• What the exercise asks: All of the data must be printed exactly; please include every line.

• Records:
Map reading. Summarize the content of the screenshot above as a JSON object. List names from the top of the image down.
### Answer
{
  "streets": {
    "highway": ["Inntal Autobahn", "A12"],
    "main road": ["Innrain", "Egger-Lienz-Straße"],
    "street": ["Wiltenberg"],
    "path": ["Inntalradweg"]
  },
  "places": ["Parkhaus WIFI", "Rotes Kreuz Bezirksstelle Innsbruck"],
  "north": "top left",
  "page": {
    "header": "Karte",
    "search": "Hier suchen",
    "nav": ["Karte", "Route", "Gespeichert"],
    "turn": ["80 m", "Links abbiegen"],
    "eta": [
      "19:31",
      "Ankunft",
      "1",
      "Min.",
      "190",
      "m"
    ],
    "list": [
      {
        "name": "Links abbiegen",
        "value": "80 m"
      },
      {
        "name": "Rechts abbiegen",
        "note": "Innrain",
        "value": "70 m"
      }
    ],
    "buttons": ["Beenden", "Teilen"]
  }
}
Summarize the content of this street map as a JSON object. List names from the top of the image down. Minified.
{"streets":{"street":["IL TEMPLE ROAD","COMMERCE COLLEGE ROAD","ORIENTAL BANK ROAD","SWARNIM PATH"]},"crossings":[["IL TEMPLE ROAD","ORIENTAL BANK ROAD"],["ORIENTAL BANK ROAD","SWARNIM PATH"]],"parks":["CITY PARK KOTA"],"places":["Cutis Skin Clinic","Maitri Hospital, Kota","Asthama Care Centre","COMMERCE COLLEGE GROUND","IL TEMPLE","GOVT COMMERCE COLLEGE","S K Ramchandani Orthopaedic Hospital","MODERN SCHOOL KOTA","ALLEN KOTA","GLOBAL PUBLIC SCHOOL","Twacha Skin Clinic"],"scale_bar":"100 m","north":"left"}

• Finished exercise:
Map reading. Summarize the content of the screenshot above as a JSON object. List names from the top of the image down.
### Answer
{
  "streets": {
    "highway": ["Inntal Autobahn", "A12"],
    "main road": ["Innrain", "Egger-Lienz-Straße"],
    "street": ["Wiltenberg"],
    "path": ["Inntalradweg"]
  },
  "places": ["Parkhaus WIFI", "Rotes Kreuz Bezirksstelle Innsbruck"],
  "north": "top left",
  "page": {
    "header": "Karte",
    "search": "Hier suchen",
    "nav": ["Karte", "Route", "Gespeichert"],
    "turn": ["80 m", "Links abbiegen"],
    "eta": [
      "19:31",
      "Ankunft",
      "1",
      "Min.",
      "190",
      "m"
    ],
    "list": [
      {
        "name": "Links abbiegen",
        "value": "80 m"
      },
      {
        "name": "Rechts abbiegen",
        "note": "Innrain",
        "value": "70 m"
      }
    ],
    "buttons": ["Beenden", "Teilen"]
  }
}
Summarize the content of this street map as a JSON object. List names from the top of the image down. Minified.
{"streets":{"street":["IL TEMPLE ROAD","COMMERCE COLLEGE ROAD","ORIENTAL BANK ROAD","SWARNIM PATH"]},"crossings":[["IL TEMPLE ROAD","ORIENTAL BANK ROAD"],["ORIENTAL BANK ROAD","SWARNIM PATH"]],"parks":["CITY PARK KOTA"],"places":["Cutis Skin Clinic","Maitri Hospital, Kota","Asthama Care Centre","COMMERCE COLLEGE GROUND","IL TEMPLE","GOVT COMMERCE COLLEGE","S K Ramchandani Orthopaedic Hospital","MODERN SCHOOL KOTA","ALLEN KOTA","GLOBAL PUBLIC SCHOOL","Twacha Skin Clinic"],"scale_bar":"100 m","north":"left"}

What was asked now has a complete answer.